• **TASK OBJECTIVE**
The entries follow. Copy every line in which "limit" appears.

• **INFORMATION GIVEN**
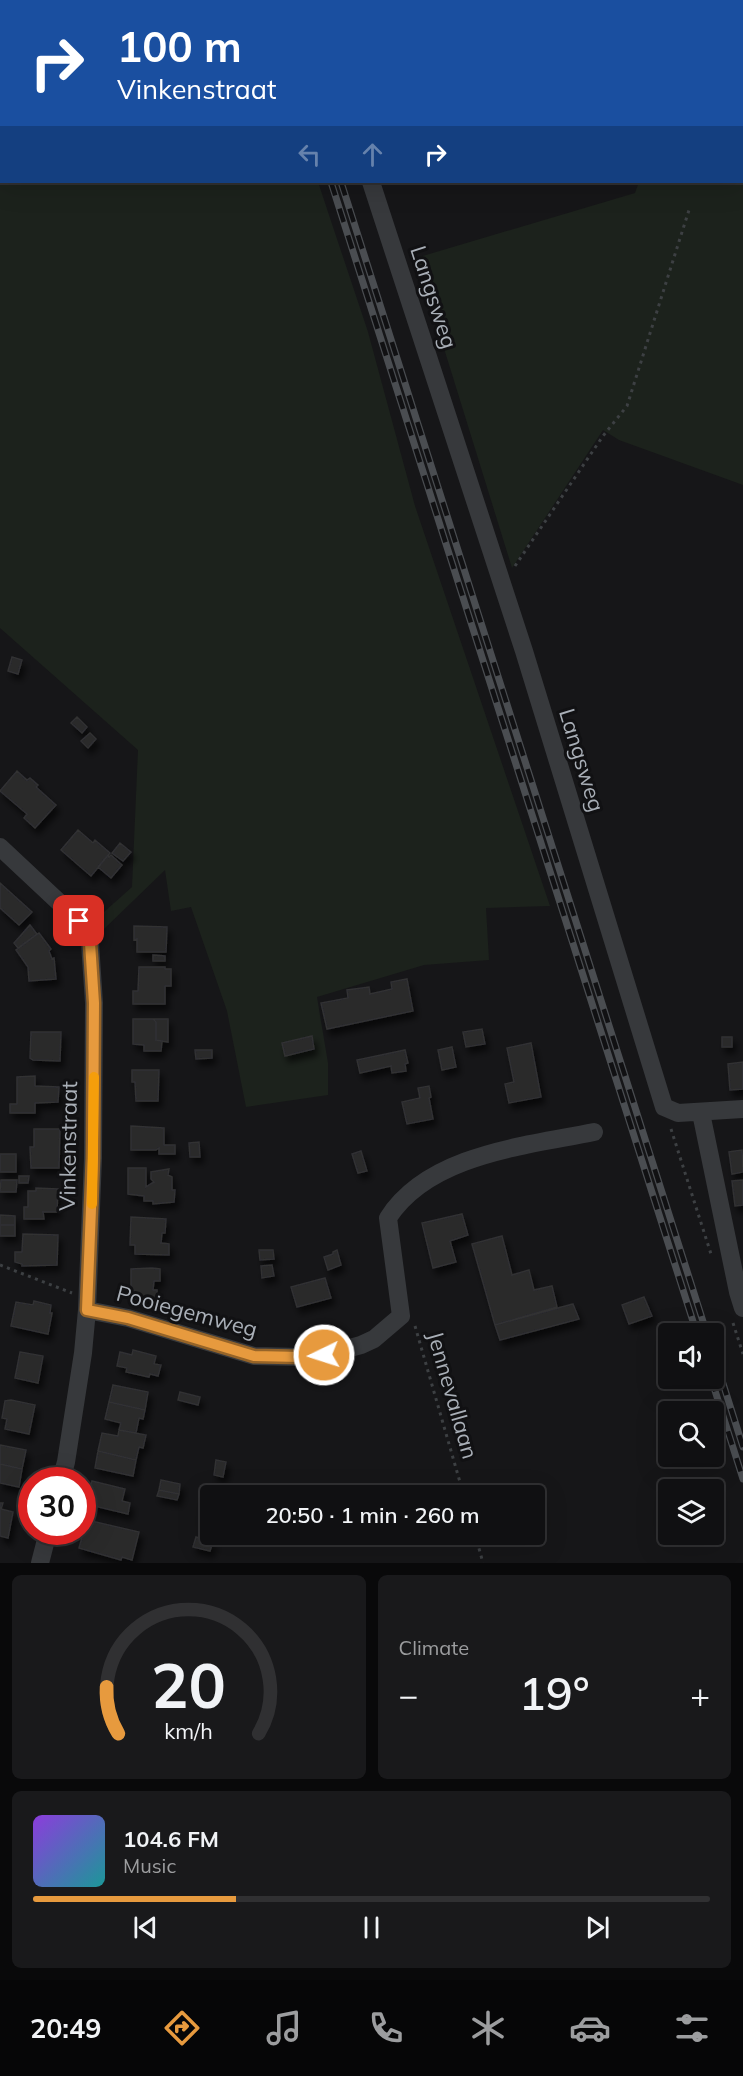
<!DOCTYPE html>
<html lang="en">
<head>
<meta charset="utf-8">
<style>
	body { margin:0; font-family:Mulish,sans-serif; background:#19191b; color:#f1f3f6; height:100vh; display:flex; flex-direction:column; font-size:22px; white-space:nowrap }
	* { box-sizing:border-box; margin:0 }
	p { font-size:20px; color:#9c9d9f }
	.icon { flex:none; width:33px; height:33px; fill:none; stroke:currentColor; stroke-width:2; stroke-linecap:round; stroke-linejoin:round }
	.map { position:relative; height:1563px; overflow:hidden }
	.panel { display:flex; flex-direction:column; gap:12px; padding:12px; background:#09090a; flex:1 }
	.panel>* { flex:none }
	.hud { position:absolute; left:0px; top:0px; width:744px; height:183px; box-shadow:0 6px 24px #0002,0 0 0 2px #303032; background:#1a4fa0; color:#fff; overflow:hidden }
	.tools { position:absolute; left:658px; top:1323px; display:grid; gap:12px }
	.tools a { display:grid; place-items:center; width:66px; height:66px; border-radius:6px; background:#101012; box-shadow:0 6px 24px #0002,0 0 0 2px #303032; font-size:30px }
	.speed { position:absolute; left:18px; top:1467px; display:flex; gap:12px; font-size:30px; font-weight:700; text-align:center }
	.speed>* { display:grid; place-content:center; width:78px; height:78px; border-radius:50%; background:#101012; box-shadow:0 6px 24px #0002,0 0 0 2px #303032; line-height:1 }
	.speed .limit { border:9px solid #d22; background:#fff; color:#111 }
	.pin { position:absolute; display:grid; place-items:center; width:51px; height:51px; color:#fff; margin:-26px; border-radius:12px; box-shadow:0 3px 9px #0006 }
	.me { position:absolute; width:66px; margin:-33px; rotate:266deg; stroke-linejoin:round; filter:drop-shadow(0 0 4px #0008) }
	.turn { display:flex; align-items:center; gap:21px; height:126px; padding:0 18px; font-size:27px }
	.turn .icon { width:78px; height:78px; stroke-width:2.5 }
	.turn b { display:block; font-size:42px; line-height:51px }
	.lanes { display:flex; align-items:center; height:57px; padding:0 18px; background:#0003; justify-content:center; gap:30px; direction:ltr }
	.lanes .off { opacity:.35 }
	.big { font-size:45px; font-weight:600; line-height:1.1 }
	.panel .card { flex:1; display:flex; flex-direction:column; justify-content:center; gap:9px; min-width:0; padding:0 21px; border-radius:9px; background:#19191b }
	.panel .dial { align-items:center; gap:0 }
	.dial svg { height:156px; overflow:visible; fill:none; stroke:#303032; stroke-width:7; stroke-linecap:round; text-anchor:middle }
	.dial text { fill:#f1f3f6; stroke:none }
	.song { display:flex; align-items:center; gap:18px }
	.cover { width:72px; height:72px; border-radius:9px; background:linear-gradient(135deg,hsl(270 70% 55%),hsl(180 70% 35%)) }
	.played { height:6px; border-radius:3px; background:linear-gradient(90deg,#e79a3e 30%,#303032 30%) }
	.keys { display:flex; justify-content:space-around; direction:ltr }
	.heat { display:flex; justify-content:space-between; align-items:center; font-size:33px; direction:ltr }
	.panel .tiles { flex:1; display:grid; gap:12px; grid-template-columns:1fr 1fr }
	.card:last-child { grid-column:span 2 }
	.trip { position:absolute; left:200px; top:1485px; width:345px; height:60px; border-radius:6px; background:#101012; box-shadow:0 6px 24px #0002,0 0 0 2px #303032; font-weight:600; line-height:60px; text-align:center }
	.dock { display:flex; height:96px; justify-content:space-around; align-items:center; background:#060607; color:#9c9d9f }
	.dock .icon { width:42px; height:42px }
	.dock .selected { color:#e79a3e }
	.dock b { font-size:27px; color:#f1f3f6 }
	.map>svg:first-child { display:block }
	.green { fill:#1c221c }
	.building { fill:#29292c; stroke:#303033; stroke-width:1.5; filter:url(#shadow) }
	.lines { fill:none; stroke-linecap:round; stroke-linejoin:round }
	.path { stroke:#3d4043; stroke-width:3; stroke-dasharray:3 4.5; stroke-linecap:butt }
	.minor { stroke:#37393c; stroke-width:18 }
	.rail-casing { stroke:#4a4d51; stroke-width:7 }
	.rail { stroke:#111113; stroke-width:4.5; stroke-dasharray:14; stroke-linecap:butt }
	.route-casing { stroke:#966428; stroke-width:15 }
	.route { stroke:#e79a3e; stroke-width:10 }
	.slow { stroke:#f59e0b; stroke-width:10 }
	.labels { text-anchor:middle; stroke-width:6; stroke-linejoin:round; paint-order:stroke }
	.street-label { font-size:22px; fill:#a9afb7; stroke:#111113 }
</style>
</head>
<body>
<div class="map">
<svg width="743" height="1563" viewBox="0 0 743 1563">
	<defs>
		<filter id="shadow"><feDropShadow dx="3.5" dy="6" stdDeviation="3" flood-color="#0009"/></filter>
	</defs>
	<rect width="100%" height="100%" fill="#161618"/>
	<path class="green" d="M0,0H261L262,1L2,2V182H318L368,332L415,506L550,906L486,908L489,960L424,965L317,997L328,1063V1095L246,1107L227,1011L191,907L171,911L165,870L104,929L95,920L132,887L138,750L0,628Z
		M331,0H566L565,2Z
		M702,0H743V485L619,440L603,430L512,568L416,258L635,193L639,182H742V2L701,1Z"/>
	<path class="building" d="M12,657L22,660L18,674L8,671Z
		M77,717L87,727L82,733L71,723Z
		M90,733L96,739L88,748L81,741Z
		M17,771L27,780L30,778L38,785L36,787L56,805L35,828L24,818L27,814L0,791Z
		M78,830L93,843L95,840L110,853L91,876L61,850Z
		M120,843L131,852L123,861L112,853Z
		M108,855L109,857L111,855L122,865L111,878L98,867Z
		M0,883L32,912L19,925L0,908Z
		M30,925L37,934L18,948L14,943Z
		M134,926L167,927L166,952H137V939L134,940Z
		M39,933L51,949L49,951L52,959L54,958L56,979L29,981L28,967L16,950Z
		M153,955L165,956V961H153Z
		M139,967H165V969H171V986H165V1004H133V991H138Z
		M407,979L413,1011L327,1029L321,1003L348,998L347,990L369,987L370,994L392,989L391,982Z
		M133,1019H153L156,1022V1040L162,1041L161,1051H144V1045L133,1044Z
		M153,1019H168V1042L156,1040V1022Z
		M482,1029L485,1044L466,1047L463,1032Z
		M31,1032H61L60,1061L33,1060L30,1058Z
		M312,1036L314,1049L285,1056L282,1043Z
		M722,1037H732V1047H722Z
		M531,1043L541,1097L509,1103L505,1084L514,1082L507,1048Z
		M452,1047L456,1067L442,1070L438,1050Z
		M195,1050H212V1058L196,1059Z
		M405,1050L408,1063L405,1064L406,1071L392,1073L391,1066L360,1073L357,1060Z
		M743,1062V1089L730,1090L728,1064Z
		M132,1070H159L158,1101H136L135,1082H132Z
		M35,1076V1086L59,1087L58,1102L35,1103V1113H10V1104H17V1077Z
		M429,1086L431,1097L429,1098L433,1119L407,1124L402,1102L420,1098L418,1088Z
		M131,1126L164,1128V1145H175V1154H159V1148L156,1150H131Z
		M34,1129H60L59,1168H31L30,1147H34Z
		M199,1142L200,1157H190L189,1143Z
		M742,1150L743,1172L732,1174L729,1152Z
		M361,1151L367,1171L358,1173L352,1154Z
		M0,1154H16V1172H0Z
		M128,1168H146V1187L154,1182L151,1179V1172L169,1169L168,1175L172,1177V1190H175L174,1202L153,1204V1201H144V1196L128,1194Z
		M19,1176H29L28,1183H19Z
		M1,1180H17L16,1192H0Z
		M743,1180V1205L735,1206L732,1181Z
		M36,1188L58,1189L57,1212H43L44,1219H24V1207H28V1191H36Z
		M462,1214L468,1235L450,1241L456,1262L433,1268L422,1223Z
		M0,1215L15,1216V1225H0Z
		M131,1217L166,1219L165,1233H162L161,1243L169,1244V1255L135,1254V1245H130Z
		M0,1225H15V1236H0Z
		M23,1234L58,1235L57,1265L22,1266V1264L15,1262V1252H22Z
		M502,1236L512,1275L529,1270L534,1290L552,1286L557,1307L495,1325L472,1244Z
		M259,1250H273L274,1259L260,1260Z
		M337,1250L341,1265L328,1270L324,1257L333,1254V1252Z
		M272,1265L274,1276L262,1278L261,1266Z
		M152,1268L160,1269V1281H154L153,1290H157V1300L134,1299V1291H131V1269Z
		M325,1278L331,1298L297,1307L291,1287Z
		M644,1297L652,1316L629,1324L622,1305Z
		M34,1301L51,1305L50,1313H52L48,1334L11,1326L16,1302L33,1305Z
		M573,1304L579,1319L500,1340L495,1325Z
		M133,1350L156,1356L154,1364L161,1365L158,1376L150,1374L149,1377L126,1372L127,1368L117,1366L120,1352L132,1355Z
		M20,1352L43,1356L38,1383L15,1378Z
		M113,1385L148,1392L145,1410L109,1402Z
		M180,1392L200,1397L198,1405L178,1400Z
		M11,1400L35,1405L29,1434L5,1429L7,1419L2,1418L5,1401Z
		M109,1402L145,1410L143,1419L139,1418L136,1433L119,1430L121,1423L105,1419Z
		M119,1430L146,1435L143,1448L139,1447L136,1460L98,1451L102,1433L118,1436Z
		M0,1445L26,1450L22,1469L0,1464Z
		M98,1451L136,1460L133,1476L95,1468Z
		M216,1460L226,1462L223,1477L214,1475Z
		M0,1464L22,1469L19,1487L0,1483Z
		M161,1480L180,1484L179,1494L159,1490Z
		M92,1481L125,1489L122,1501L130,1503L128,1514L86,1504Z
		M159,1490L179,1494L177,1500L157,1496Z
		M0,1503H3L1,1509L13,1512L8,1538L0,1536Z
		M87,1520L139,1532L132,1560L122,1557L121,1560L79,1548Z
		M196,1537L213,1542L210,1551L193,1547Z"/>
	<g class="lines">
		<path class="path" d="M515,566L603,436L627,406L689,210
			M671,1129L711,1254
			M0,1265L72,1293
			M733,1323L743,1354
			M415,1326L464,1496
			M475,1534L483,1563"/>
		<path class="minor" d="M312,0V2
			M371,182L524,651L664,1107L678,1113L743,1109
			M0,847L79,921L90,943L94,1003L93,1158L87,1310L83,1353L66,1462L61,1480
			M701,1113L738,1292L743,1308
			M87,1310L128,1318L254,1356L301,1357L324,1355L361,1345L374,1339L401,1316L388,1218C429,1154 526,1146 594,1132
			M40,1563L48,1532"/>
		<g class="rail-casing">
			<path id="rail" d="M274,0V2
				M284,0V2
				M331,182L697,1334
				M341,182L707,1334
				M714,1355L743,1447
				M711,1378L743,1479"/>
		</g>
		<use href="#rail" class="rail"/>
	</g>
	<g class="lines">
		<g class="route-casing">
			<path id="route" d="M79,921L90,943L94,1003L93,1158L87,1310L128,1318L254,1356L301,1357L324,1355"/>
		</g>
		<use href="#route" class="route"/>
		<path class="slow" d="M92,1204L94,1077"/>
	</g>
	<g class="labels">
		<g class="street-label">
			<text transform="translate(434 297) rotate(72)" y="8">Langsweg</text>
			<text transform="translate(582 760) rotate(73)" y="8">Langsweg</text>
			<text transform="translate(68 1146) rotate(-89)" y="8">Vinkenstraat</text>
			<text transform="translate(187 1311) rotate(15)" y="8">Pooiegemweg</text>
			<text transform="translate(453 1395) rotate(74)" y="8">Jennevallaan</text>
		</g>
	</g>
</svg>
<div class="tools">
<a><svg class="icon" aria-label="sound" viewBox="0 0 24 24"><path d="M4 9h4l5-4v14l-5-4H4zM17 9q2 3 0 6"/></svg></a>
<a><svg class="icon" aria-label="search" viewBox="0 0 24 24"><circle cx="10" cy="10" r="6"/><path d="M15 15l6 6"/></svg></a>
<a><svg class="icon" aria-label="layers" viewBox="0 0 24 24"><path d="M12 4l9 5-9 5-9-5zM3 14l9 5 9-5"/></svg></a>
</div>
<div class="speed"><div class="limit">30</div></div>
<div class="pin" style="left:79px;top:921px;background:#d93025"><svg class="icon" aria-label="arrive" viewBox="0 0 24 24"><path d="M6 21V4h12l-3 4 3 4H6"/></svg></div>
<svg class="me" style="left:324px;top:1355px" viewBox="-20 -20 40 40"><circle r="17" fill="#e79a3e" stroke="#fff" stroke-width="3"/><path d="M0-11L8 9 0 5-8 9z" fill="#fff"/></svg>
<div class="trip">20:50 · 1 min · 260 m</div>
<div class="hud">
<div class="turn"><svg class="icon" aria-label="right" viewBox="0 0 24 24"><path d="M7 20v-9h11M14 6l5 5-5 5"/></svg><div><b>100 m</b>Vinkenstraat</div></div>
<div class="lanes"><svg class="icon off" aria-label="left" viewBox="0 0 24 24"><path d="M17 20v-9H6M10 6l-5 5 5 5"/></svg><svg class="icon off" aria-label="ahead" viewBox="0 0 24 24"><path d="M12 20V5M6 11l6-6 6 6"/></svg><svg class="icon" aria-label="right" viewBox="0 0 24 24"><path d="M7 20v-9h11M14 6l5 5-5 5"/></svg></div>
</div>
</div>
<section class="panel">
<div class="tiles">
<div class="card dial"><svg viewBox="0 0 100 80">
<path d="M14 69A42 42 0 1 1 86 69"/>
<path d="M14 69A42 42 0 0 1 8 45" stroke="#e79a3e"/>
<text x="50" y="56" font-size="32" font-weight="700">20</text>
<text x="50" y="72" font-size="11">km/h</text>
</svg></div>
<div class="card"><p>Climate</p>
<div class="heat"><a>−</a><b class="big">19°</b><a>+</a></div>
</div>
<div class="card">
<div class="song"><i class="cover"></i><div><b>104.6 FM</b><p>Music</p></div></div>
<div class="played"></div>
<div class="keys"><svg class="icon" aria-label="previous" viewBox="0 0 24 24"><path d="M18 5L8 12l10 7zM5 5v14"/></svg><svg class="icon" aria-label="pause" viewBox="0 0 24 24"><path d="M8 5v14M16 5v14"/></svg><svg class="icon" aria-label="next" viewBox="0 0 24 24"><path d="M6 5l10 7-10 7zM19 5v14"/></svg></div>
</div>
</div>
</section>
<nav class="dock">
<b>20:49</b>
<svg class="icon selected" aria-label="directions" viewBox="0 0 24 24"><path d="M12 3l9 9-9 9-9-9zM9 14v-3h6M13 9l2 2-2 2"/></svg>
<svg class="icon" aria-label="music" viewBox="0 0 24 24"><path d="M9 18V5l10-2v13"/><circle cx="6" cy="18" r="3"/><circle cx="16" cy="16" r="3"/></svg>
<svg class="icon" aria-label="phone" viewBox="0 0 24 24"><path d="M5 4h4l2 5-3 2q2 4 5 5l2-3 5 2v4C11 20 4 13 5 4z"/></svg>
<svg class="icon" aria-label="climate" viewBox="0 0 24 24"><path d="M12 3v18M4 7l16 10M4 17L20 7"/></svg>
<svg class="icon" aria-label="car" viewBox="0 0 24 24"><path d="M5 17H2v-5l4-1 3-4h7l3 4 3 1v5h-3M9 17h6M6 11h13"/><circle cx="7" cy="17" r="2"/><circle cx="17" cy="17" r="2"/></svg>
<svg class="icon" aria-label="filters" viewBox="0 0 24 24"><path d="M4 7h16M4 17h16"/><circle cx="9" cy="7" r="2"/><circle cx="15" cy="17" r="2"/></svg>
</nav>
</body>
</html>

• **EXERCISE ANSWER**
	.speed .limit { border:9px solid #d22; background:#fff; color:#111 }
<div class="speed"><div class="limit">30</div></div>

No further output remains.